Saturday, September 30, 2006

Harriet Carter

All right, which one of you jackasses signed me up to get the Harriet Carter catalog? Because I got it in the mail a couple days ago, and it wasn't addressed to "Resident." It was addressed to me. How did they get my address?

Harriet Carter is the largest purveyor of useless junk on the planet. It even surpasses Oriental Trading Company for the amount of things in one catalog that a person doesn't need (at least OTC supplies party favors, which are inherently disposable - HC stuff is supposed to last). Take, for instance, this "hair umbrella." This is so you can get a haircut at home and the hair won't go all over the floor or down your neck. I think it looks like a man pot pie. How do you suppose this guy got the gig modeling the hair umbrella? I bet his agent got fired after this one.

Or how about this tiki face tissue dispenser? What genius thought this up? I think Harriet Carter might be the home for ill inventions - you know, you send away for that patent kit and your brilliant item ends up on page 86 - but at least you got some media coverage.
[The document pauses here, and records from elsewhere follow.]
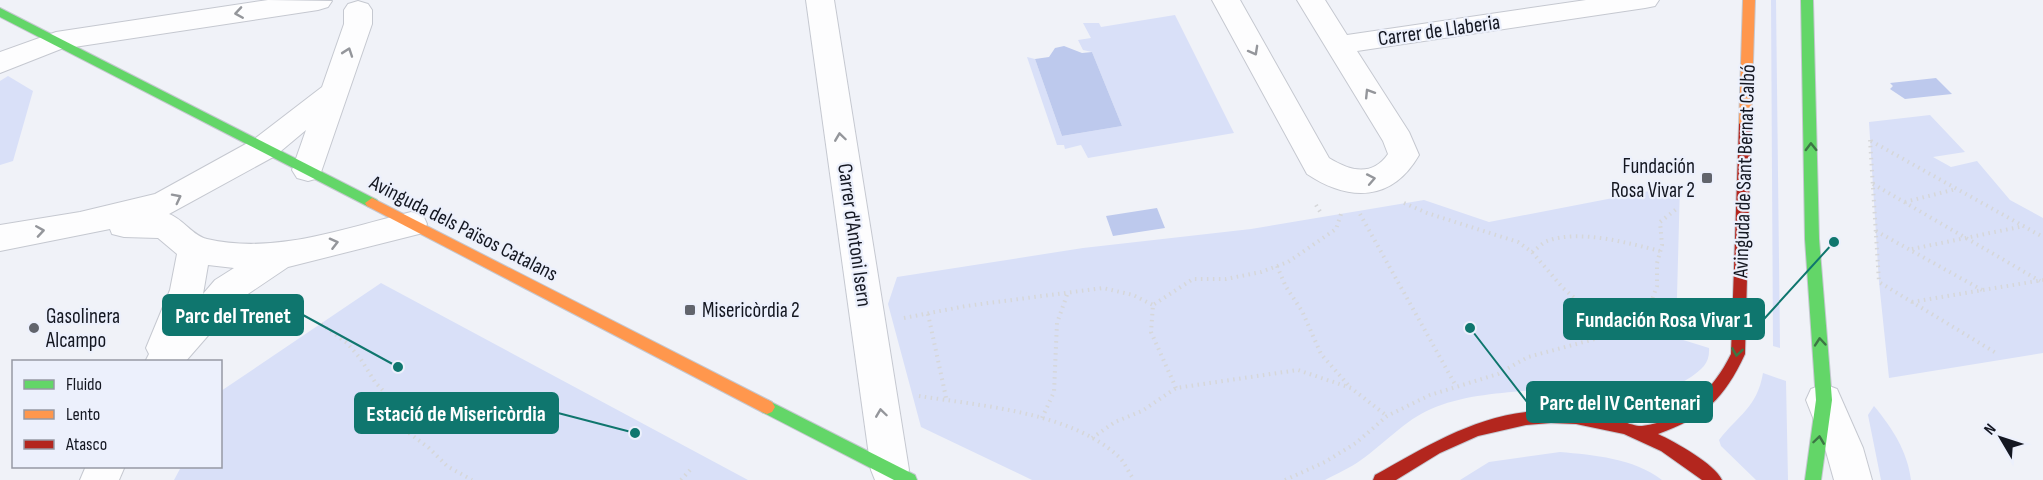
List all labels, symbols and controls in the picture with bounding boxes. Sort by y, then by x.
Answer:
one-way arrow [235,6,244,18]
street label: Carrer de Llaberia [1376,10,1502,51]
one-way arrow [1247,45,1259,55]
one-way arrow [341,47,354,58]
street label: Avinguda de Sant Bernat Calbó [1728,64,1761,279]
one-way arrow [1365,88,1376,99]
one-way arrow [835,132,847,141]
one-way arrow [1805,143,1817,152]
place label: Fundación Rosa Vivar 2 [1611,154,1695,203]
street label: Carrer d'Antoni Isern [832,162,877,308]
street label: Avinguda dels Països Catalans [365,170,562,287]
marker: Fundación Rosa Vivar 2 [1700,171,1714,185]
one-way arrow [1366,173,1376,186]
one-way arrow [170,194,181,205]
one-way arrow [35,225,45,238]
one-way arrow [329,238,339,251]
callout: Parc del Trenet [163,295,303,335]
place label: Misericòrdia 2 [702,298,800,323]
callout: Fundación Rosa Vivar 1 [1564,299,1764,339]
text: Parc del Trenet [175,303,291,330]
marker: Misericòrdia 2 [683,303,697,317]
place label: Gasolinera Alcampo [45,304,120,353]
text: Fundación Rosa Vivar 1 [1576,307,1753,334]
marker: Gasolinera Alcampo [27,321,41,335]
one-way arrow [1814,337,1827,346]
one-way arrow [1731,347,1743,357]
legend [12,360,222,468]
text: Fluido [66,374,102,395]
callout: Parc del IV Centenari [1527,382,1712,422]
text: Parc del IV Centenari [1540,390,1700,417]
callout: Estació de Misericòrdia [355,393,558,433]
text: Estació de Misericòrdia [366,401,546,428]
text: Lento [66,404,100,425]
one-way arrow [876,408,888,417]
north arrow [1971,408,2031,468]
text: N [1980,420,2001,439]
text: Atasco [65,434,107,455]
one-way arrow [1812,436,1824,445]

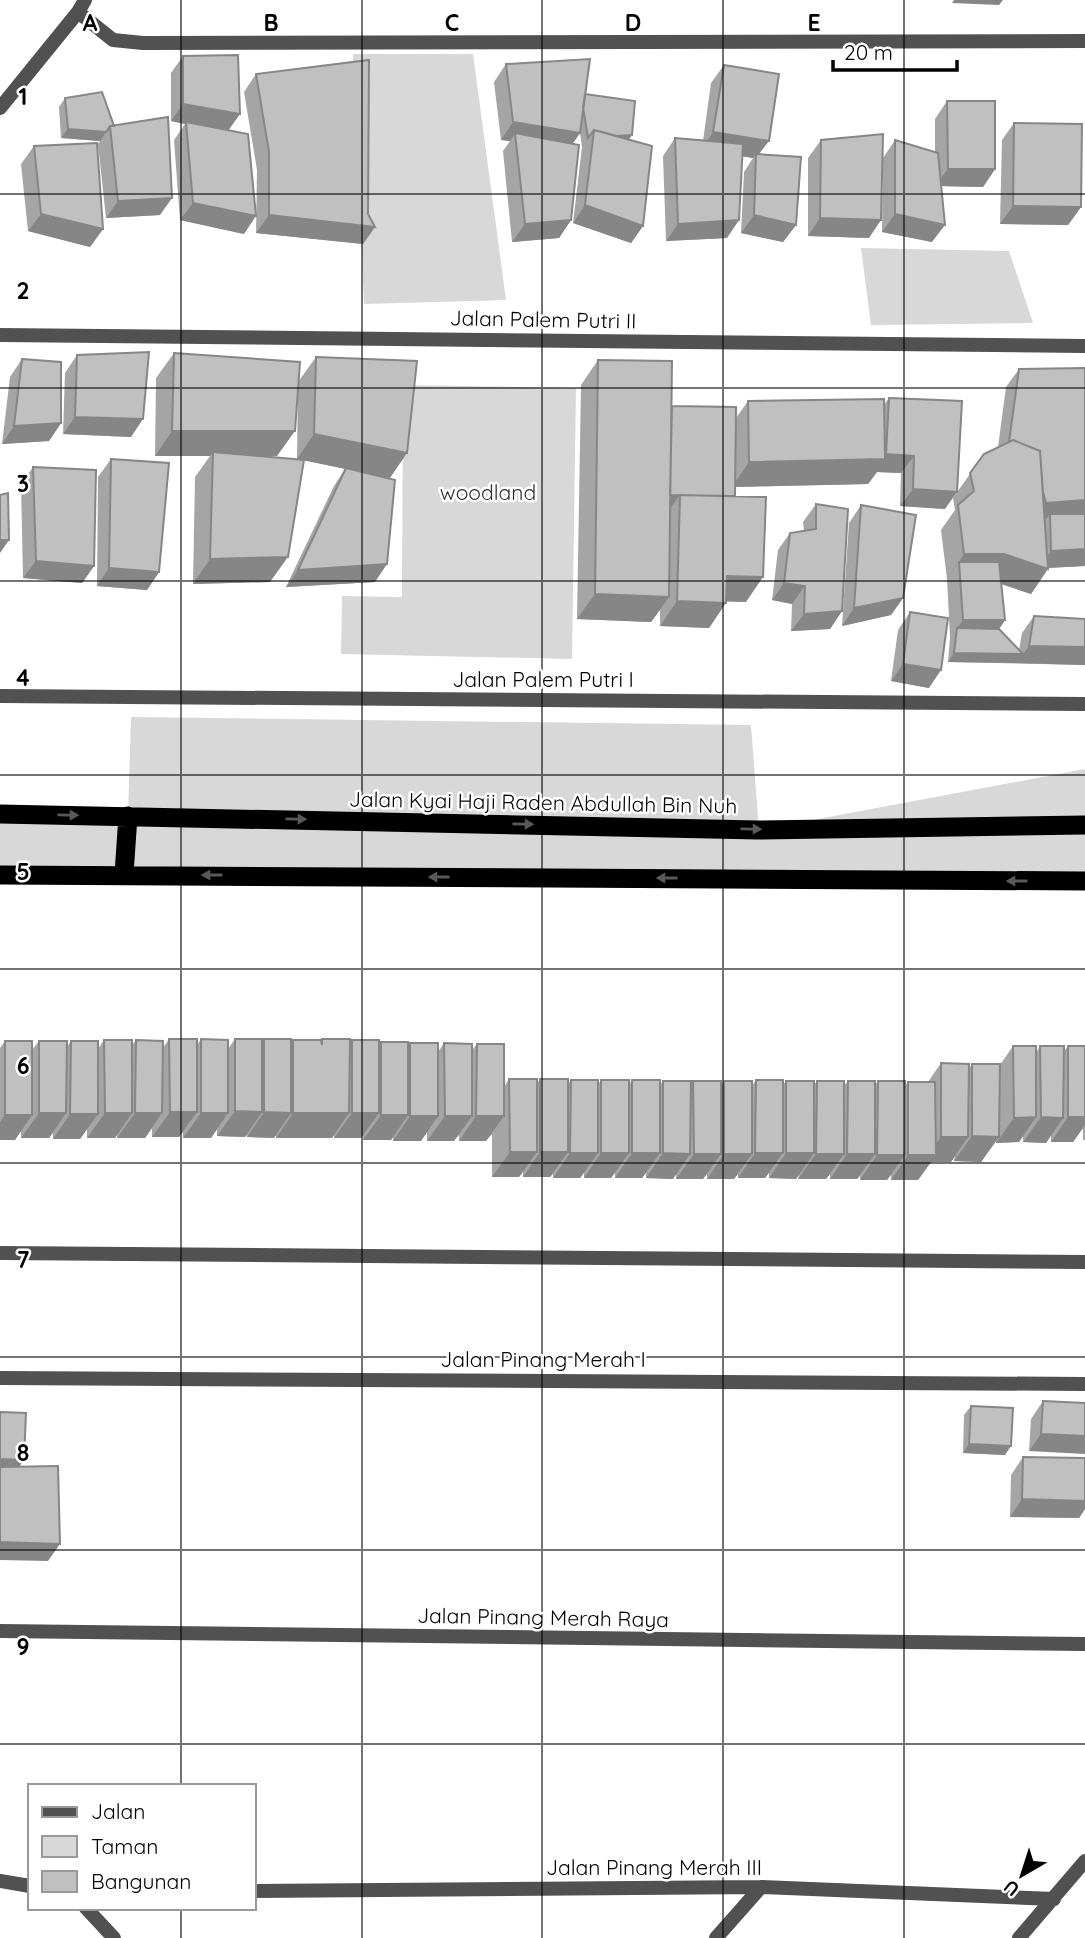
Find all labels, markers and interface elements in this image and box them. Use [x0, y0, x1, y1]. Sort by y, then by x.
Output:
text: A [83, 8, 98, 37]
text: B [263, 8, 279, 37]
text: C [445, 8, 459, 37]
text: D [625, 8, 641, 37]
text: E [807, 8, 821, 37]
scale bar [833, 28, 957, 72]
text: 20 m [844, 39, 893, 65]
text: 1 [19, 82, 27, 111]
text: 2 [16, 276, 30, 305]
street label: Jalan Palem Putri II [449, 304, 637, 334]
text: 3 [17, 469, 29, 498]
park label: woodland [440, 479, 536, 505]
text: 4 [16, 663, 30, 692]
street label: Jalan Palem Putri I [452, 666, 634, 692]
street label: Jalan Kyai Haji Raden Abdullah Bin Nuh [349, 786, 737, 818]
one-way arrow [57, 809, 79, 820]
one-way arrow [285, 814, 307, 825]
one-way arrow [512, 819, 534, 830]
one-way arrow [740, 824, 762, 835]
text: 5 [16, 857, 30, 886]
one-way arrow [201, 869, 223, 881]
one-way arrow [428, 871, 450, 882]
one-way arrow [656, 872, 678, 884]
one-way arrow [1006, 875, 1028, 887]
text: 6 [17, 1051, 29, 1080]
text: 7 [17, 1245, 30, 1274]
street label: Jalan Pinang Merah I [440, 1346, 646, 1372]
text: 8 [17, 1438, 29, 1467]
street label: Jalan Pinang Merah Raya [417, 1602, 669, 1632]
text: 9 [16, 1632, 30, 1661]
legend [28, 1784, 256, 1910]
text: Jalan [91, 1798, 145, 1824]
text: Taman [91, 1833, 158, 1859]
north arrow [987, 1840, 1057, 1910]
street label: Jalan Pinang Merah III [546, 1854, 762, 1880]
text: Bangunan [91, 1868, 191, 1894]
text: U [999, 1875, 1024, 1902]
Harriet Carter - C- (points awarded for the hours of amusement I can get flipping through the catalog)

5 comments:

equippedtofascinate said...

I wish I had been the one to sign you up for this, but I wasn't. I could use the hair cut thingy. I hate when hair falls down my neck. My birthday is coming up...

Anonymous said...

i am so glad you posted on this. I've gotten this catalog before and I sit at home and get cracked up over the stuff in it.

queenb2u said...

I love catalogs, but yuck and double yuck to Harriet Carter. I didn't do it!

Anonymous said...

Actually, my friend Greg has the tissue dispenser and LOVES it - he thinks it's hilarious. I think it was a gift from his students. Now I know where to shop for him! (although I agree it's not the decorating statement I would choose to make...)

Anonymous said...

My step-dad bought me that Tiki kleenex thing for my birthday last year.